Starting with the first line of the material, reproduce exactly each line up to and including the one that contains "position:absolute; left:910px; top:12px;", leaving out every picture.
── Data for analysis ──
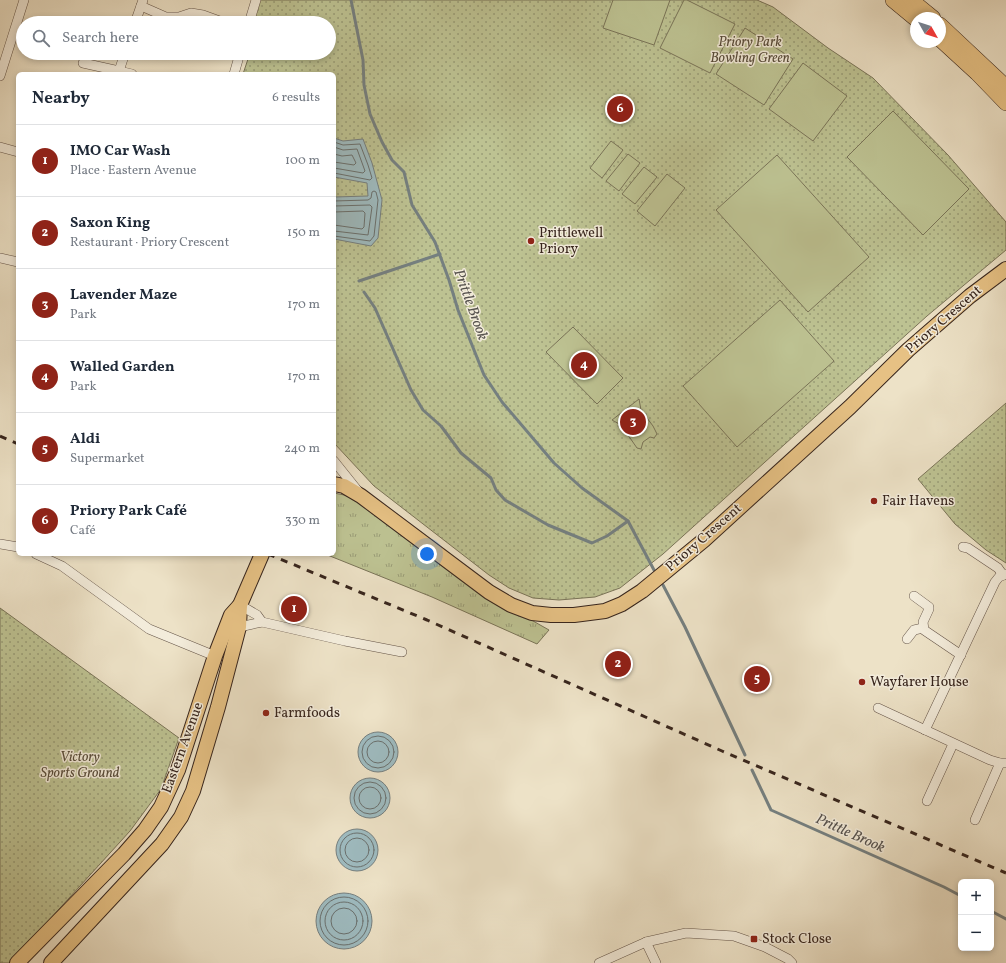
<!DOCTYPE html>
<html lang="en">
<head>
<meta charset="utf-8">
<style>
  body { margin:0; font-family:Vollkorn,serif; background:#f2f2f3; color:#1f2937 }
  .controls { position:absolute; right:12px; bottom:12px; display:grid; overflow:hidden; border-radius:6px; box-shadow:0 2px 6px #0003 }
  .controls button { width:36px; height:36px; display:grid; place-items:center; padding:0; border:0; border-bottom:1px solid #e0e1e3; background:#fff; color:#1f2937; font:20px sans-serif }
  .compass { position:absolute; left:910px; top:12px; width:36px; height:36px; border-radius:50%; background:#fff; box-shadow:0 2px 6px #0003; rotate:129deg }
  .you { position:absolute; left:427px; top:554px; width:14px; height:14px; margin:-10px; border:3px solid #fff; border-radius:50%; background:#1a73e8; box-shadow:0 0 0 6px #1a73e833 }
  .badge { display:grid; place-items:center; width:26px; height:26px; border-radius:50%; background:#8f2418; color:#fff; font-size:13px; font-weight:700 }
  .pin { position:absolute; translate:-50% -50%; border:2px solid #fff; box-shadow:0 1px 4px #0006 }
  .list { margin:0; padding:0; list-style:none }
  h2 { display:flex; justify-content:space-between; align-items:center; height:52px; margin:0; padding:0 16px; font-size:17px }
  h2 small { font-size:13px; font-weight:400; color:#747a83 }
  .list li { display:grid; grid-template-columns:26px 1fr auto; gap:12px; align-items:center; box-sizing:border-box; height:72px; padding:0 16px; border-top:1px solid #e0e1e3 }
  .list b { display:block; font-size:15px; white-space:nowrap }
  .list p { margin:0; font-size:13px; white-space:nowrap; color:#747a83 }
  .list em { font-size:13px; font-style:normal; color:#747a83 }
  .icon { flex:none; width:22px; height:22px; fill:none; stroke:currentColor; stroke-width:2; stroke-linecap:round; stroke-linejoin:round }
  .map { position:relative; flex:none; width:1006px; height:963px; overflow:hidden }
  .search { position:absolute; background:#fff; box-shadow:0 2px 6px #0003; left:16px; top:16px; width:320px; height:44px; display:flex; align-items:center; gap:10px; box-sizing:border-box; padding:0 14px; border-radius:22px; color:#747a83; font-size:15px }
  .panel { position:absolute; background:#fff; box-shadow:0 2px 6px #0003; left:16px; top:72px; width:320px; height:484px; border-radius:6px }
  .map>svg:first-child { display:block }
</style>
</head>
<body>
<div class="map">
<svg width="1006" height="963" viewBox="0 0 1006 963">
  <defs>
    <pattern id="grass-tufts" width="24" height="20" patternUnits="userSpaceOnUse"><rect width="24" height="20" fill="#bdc292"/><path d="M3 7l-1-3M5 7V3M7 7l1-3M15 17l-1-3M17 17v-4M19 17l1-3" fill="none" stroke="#9a9d77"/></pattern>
    <pattern id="park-dots" width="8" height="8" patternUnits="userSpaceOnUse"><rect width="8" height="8" fill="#bdc292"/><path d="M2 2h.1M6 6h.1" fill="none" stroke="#9a9d77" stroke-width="1.8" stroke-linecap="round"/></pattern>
  </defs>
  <rect width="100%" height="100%" fill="#ede2c7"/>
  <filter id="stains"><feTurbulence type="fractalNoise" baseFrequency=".005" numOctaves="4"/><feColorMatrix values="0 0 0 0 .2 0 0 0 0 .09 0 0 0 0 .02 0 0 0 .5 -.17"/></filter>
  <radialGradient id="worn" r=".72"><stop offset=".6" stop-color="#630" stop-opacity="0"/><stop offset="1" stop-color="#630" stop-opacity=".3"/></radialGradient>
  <!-- grass -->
  <path fill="url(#grass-tufts)" stroke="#7a7458" d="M334,493l10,2 14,6 129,94 62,35 -12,14 -105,-47 -107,-43h9z"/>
  <!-- park -->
  <g fill="url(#park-dots)" stroke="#7a7458">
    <path d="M260,0h497l16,7 55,41 45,30 75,77 58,67v28l-79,66 -264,238 -43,34 -25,9 -36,3 -26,-2 -24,-10 -20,-13 -115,-89 -40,-43v-369h-91l7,-21h79v-30h-76z"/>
    <path d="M1006,403v160l-20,-13 -31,-26 -37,-45z"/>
    <path d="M0,608l179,130 -18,51 -31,42 -120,132h-10z"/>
  </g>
  <!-- garden -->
  <g fill="#bdc292" stroke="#7a7458">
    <path d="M613,0h57l-16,45 -51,-17z"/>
    <path d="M684,0h3l48,24 -25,49 -50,-25z"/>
    <path d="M745,28l48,31 -29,46 -48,-31z"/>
    <path d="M803,63l44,33 -34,45 -44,-32z"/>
    <path d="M893,111l76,78 -46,46 -76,-78z"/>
    <path d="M611,141l12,9 -21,28 -12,-10z"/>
    <path d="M628,154l12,9 -21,28 -13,-10z"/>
    <path d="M777,155l92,102 -61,55 -92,-102z"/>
    <path d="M644,167l13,10 -22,27 -13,-10z"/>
    <path d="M667,174l18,14 -30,38 -18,-15z"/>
    <path d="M780,300l54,61 -97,86 -54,-61z"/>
    <path d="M573,327l50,51 -26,26 -51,-52z"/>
    <path d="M639,399l2,11 12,16 4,8 -3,4 -4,-1 -7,5 -2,7 -4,-1 -16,-23 -9,-5z"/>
  </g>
  <!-- water -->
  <g fill="#9ebbc0" stroke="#757f7f">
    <path d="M334,138l9,3 20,-2 9,24 10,37 -4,38 -7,8 -37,-7v-42l34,-1 -1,-13 -33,-6z"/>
    <circle cx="584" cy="365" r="7"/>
    <circle cx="378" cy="752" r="20"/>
    <circle cx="370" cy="798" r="20"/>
    <circle cx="357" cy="850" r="21"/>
    <circle cx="344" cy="921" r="28"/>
  </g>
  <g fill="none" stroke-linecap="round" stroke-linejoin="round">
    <!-- shore -->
    <g stroke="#6a706e" stroke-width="1">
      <path d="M334,142l9,3 17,-1 8,21 4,13 -2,2 -36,-7"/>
      <path d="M334,147l9,3 14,-1 8,22 -2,2 -29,-5"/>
      <path d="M334,154l8,2 10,-1 4,8 -2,2 -20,-3"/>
      <path d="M334,201l34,-1 3,-2 1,-6 2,-1 2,1 2,8 -4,36 -4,5 -36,-5"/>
      <path d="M334,206l36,-1 2,2 -4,28 -34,-4"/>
      <path d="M334,212l29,-1 2,2 -1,14 -2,2 -28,-4"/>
      <circle cx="378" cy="752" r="16"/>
      <circle cx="378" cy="752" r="11"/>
      <circle cx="370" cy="798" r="16"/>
      <circle cx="370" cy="798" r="11"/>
      <circle cx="357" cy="850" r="17"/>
      <circle cx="357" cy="850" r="12"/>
      <circle cx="344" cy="921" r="24"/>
      <circle cx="344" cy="921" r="19"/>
      <circle cx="344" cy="921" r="13"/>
    </g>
    <!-- stream -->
    <g stroke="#757f7f" stroke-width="3">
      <path d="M351,0l12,60 1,25 6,29 12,28 10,18 12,12 8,33 23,37 14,38 9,30 26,65 18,27 52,61 28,25 46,33 26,49"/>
      <path d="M359,281l81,-27"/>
      <path d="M364,292l11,16 36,82 12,20 18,16 20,27 30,25 5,12 9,10 43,25 44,18 15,-7 21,-15"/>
      <path d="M663,585l22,42 60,128"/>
      <path d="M752,770l19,40 173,77 17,9"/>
      <path d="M991,911l15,8"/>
    </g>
    <defs>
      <g id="minor">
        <path d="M141,6l25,11h13l12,-4 12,2 22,8"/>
        <path d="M135,23l8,-23"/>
        <path d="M249,23l7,-23"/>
        <path d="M125,53l-6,18 13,3"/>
        <path d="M83,63l36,8"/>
        <path d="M234,74l6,-21"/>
        <path d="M0,76l24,-76"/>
        <path d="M0,147l18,5"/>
        <path d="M0,258l18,4"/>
        <path d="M334,461l24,30"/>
        <path d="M0,544l18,3"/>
        <path d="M963,547l5,1 30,20 5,7"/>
        <path d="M36,554l26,12 87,63 66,27"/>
        <path d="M914,596l15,11v2l-6,13 1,8 37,25"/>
        <path d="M240,605l17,10 5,7"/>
        <path d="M239,627l23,-5 83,19 57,11"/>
        <path d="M907,639l7,-9 9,-2"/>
        <path d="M878,708l112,52 10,3h6"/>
        <path d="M925,730l70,-148 4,-5 7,-3"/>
        <path d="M927,801l26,-57"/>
        <path d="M975,820l25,-57"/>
        <path d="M646,942l10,21"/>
        <path d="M599,963l47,-21 40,-9 48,3 31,11 23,12 4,4"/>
      </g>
      <g id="primary">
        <path d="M334,484l10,2 17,10 128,96 22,13 21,8 19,2h23l31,-4 17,-7 20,-13 62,-51 146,-133 58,-57 62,-54 36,-27"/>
        <path d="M17,963l107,-109 21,-24 16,-23 17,-37 37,-114 16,-41 9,-10 22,-51"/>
        <path d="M51,963l111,-119 19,-27 12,-26 25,-84 21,-80 1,-22"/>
      </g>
      <g id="trunk">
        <path d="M893,0l23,19"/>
        <path d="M911,0l22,18"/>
        <path d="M940,25l66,62"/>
        <path d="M940,39l37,34 29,30"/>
      </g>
    </defs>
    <!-- minor casing -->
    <use href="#minor" stroke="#645448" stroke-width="10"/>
    <!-- primary casing -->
    <use href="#primary" stroke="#37251d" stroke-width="16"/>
    <!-- trunk casing -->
    <use href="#trunk" stroke="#37251d" stroke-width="16"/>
    <!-- minor -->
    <use href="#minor" stroke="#f3ecdb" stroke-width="9"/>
    <!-- primary -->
    <use href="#primary" stroke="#e6c184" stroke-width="14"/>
    <!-- trunk -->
    <use href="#trunk" stroke="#e6c184" stroke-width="15"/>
    <!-- rail -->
    <g stroke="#37251d" stroke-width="3" stroke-dasharray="7 7" stroke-linecap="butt">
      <path d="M0,436l18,8"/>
      <path d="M268,554l159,66 295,131 284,122"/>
    </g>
  </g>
  <!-- markers -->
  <g fill="#8f2418" stroke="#f3ecdb" stroke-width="1.5">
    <circle cx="531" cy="241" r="4"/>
    <circle cx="874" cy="501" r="4"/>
    <circle cx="862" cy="682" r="4"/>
    <circle cx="266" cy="713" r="4"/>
    <rect x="750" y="935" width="8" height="8" rx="2"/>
  </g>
  <g text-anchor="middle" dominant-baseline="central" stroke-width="3" stroke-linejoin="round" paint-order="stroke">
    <!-- park labels -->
    <g font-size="14" font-style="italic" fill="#584c3a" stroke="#f3ecdb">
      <text x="750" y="42">Priory Park<tspan x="750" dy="16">Bowling Green</tspan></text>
      <text x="80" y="757">Victory<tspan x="80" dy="16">Sports Ground</tspan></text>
    </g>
    <!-- poi labels -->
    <g font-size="14" fill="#37251d" stroke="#f3ecdb" text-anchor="start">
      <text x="539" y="233">Prittlewell<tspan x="539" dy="16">Priory</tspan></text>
      <text x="882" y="501">Fair Havens</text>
      <text x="870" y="682">Wayfarer House</text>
      <text x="274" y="713">Farmfoods</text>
      <text x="762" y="939">Stock Close</text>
    </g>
    <!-- street labels -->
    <g font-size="14" fill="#37251d" stroke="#f3ecdb">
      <text transform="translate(944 320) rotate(-41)">Priory Crescent</text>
      <text transform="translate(704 538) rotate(-41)">Priory Crescent</text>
      <text transform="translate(183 748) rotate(-70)">Eastern Avenue</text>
    </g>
    <!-- water labels -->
    <g font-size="15" font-style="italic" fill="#56524e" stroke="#f3ecdb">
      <text transform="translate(470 305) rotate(70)">Prittle Brook</text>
      <text transform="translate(850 834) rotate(24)">Prittle Brook</text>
    </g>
  </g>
  <rect width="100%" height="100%" filter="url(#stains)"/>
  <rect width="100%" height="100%" fill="url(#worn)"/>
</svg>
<div class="controls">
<button>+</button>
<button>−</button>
</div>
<svg class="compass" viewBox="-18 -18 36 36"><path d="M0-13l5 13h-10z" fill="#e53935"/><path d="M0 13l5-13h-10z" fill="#747a83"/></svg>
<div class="you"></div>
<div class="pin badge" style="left:294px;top:609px">1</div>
<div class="pin badge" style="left:618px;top:664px">2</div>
<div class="pin badge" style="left:633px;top:422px">3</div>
<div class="pin badge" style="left:584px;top:365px">4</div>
<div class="pin badge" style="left:757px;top:679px">5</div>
<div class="pin badge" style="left:620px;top:109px">6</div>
<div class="search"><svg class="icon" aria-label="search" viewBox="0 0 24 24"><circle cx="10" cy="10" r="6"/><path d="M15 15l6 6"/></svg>Search here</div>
<section class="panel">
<h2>Nearby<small>6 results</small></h2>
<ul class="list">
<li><span class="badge">1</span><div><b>IMO Car Wash</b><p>Place · Eastern Avenue</p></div><em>100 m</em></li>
<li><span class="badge">2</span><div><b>Saxon King</b><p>Restaurant · Priory Crescent</p></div><em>150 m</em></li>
<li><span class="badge">3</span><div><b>Lavender Maze</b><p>Park</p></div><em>170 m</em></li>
<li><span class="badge">4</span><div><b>Walled Garden</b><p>Park</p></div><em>170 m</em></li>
<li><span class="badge">5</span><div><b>Aldi</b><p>Supermarket</p></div><em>240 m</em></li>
<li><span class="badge">6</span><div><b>Priory Park Café</b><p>Café</p></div><em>330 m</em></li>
</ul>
</section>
</div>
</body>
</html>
───
▶ Response box
<!DOCTYPE html>
<html lang="en">
<head>
<meta charset="utf-8">
<style>
  body { margin:0; font-family:Vollkorn,serif; background:#f2f2f3; color:#1f2937 }
  .controls { position:absolute; right:12px; bottom:12px; display:grid; overflow:hidden; border-radius:6px; box-shadow:0 2px 6px #0003 }
  .controls button { width:36px; height:36px; display:grid; place-items:center; padding:0; border:0; border-bottom:1px solid #e0e1e3; background:#fff; color:#1f2937; font:20px sans-serif }
  .compass { position:absolute; left:910px; top:12px; width:36px; height:36px; border-radius:50%; background:#fff; box-shadow:0 2px 6px #0003; rotate:129deg }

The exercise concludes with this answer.